ABSTRACT

I slipped on the wet stones by the house and broke three of the eggs I had brought from the neighbour. The house was unusually quiet. I took the eggs to the back store and then found Kāhili. She started moaning as soon as I went near her. She seemed in agony. She said both her back and stomach ached. She moaned so much I was worried. Then she started writhing in pain, clutching her belly. She said she had no diarrhoea, no sickness, no headache. She seemed to be suffering so much, I eventually gave her a painkiller, but it didn’t make any difference. I sat with her for hours listening to her and wondering what it could be. I thought of appendicitis, flu, cholera, but she had no fever. She was totally absorbed in her affliction, and her cries of pain, ‘ai, aia, aiyaiya’ never stopped. As time went on, I became really worried. From what I could see she was in agony; I saw no way to stop her torment and I thought she must at least rest: I gave her a sleeping pill. It had absolutely no effect on her. She went on groaning, and she was even worse if I went away. I remembered what she had said about Hem’s wife’s illness.

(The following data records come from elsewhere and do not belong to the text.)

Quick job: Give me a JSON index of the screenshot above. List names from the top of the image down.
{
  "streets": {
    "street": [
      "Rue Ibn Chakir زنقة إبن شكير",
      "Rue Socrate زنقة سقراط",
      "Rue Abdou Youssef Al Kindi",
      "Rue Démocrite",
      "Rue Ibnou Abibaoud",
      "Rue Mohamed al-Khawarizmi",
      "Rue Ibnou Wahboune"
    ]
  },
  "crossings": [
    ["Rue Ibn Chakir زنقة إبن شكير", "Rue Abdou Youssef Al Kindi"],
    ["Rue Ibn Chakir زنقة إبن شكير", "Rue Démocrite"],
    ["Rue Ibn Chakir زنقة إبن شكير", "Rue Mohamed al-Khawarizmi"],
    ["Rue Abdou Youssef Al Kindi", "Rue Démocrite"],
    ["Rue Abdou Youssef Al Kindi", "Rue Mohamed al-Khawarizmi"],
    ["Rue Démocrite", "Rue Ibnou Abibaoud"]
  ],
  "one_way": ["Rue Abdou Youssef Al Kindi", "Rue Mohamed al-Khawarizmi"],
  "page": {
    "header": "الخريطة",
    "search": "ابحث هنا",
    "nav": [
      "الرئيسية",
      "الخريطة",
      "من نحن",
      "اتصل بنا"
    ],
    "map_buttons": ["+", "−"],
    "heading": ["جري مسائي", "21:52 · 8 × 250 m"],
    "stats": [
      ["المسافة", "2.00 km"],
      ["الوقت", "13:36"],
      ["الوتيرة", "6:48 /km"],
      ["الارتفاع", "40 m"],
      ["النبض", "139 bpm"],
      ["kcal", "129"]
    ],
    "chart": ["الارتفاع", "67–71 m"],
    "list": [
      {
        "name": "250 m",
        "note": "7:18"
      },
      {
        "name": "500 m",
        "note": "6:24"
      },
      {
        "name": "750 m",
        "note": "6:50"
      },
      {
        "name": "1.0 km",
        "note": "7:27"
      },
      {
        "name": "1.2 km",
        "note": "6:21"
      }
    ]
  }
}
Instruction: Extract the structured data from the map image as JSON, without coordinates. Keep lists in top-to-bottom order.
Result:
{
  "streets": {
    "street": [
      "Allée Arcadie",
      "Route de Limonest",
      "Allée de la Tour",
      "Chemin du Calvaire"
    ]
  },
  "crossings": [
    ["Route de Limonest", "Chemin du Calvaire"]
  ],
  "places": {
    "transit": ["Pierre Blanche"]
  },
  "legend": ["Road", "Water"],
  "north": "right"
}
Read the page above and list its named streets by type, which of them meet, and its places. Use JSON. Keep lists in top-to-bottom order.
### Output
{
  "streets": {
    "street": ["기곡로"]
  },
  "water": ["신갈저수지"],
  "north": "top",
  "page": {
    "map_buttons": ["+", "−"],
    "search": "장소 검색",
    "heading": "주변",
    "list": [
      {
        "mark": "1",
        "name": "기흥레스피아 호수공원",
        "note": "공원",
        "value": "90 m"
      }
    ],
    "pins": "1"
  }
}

She had simply said, ‘women whose husbands have been away are ill for some time when their husbands return’. She said it as though the two simply went together, like I might say, ‘people who go out in the rain come back wet’. I wondered if her pain had for her an equally simple explanation. It was hard for me at the time to dismiss the psychological. She said it came on as I was leaving for market - my first absence since I arrived - and she was insistent on my presence just as the previous day she wouldn’t let me leave her side. So I simply sat by her, fanning her. I remember when everyone else came back from the fields they were annoyingly noisy and apparently uninterested. They certainly didn’t seem to think it important for her to try to sleep. It was obvious to me she was in great pain and yet no one did anything for her.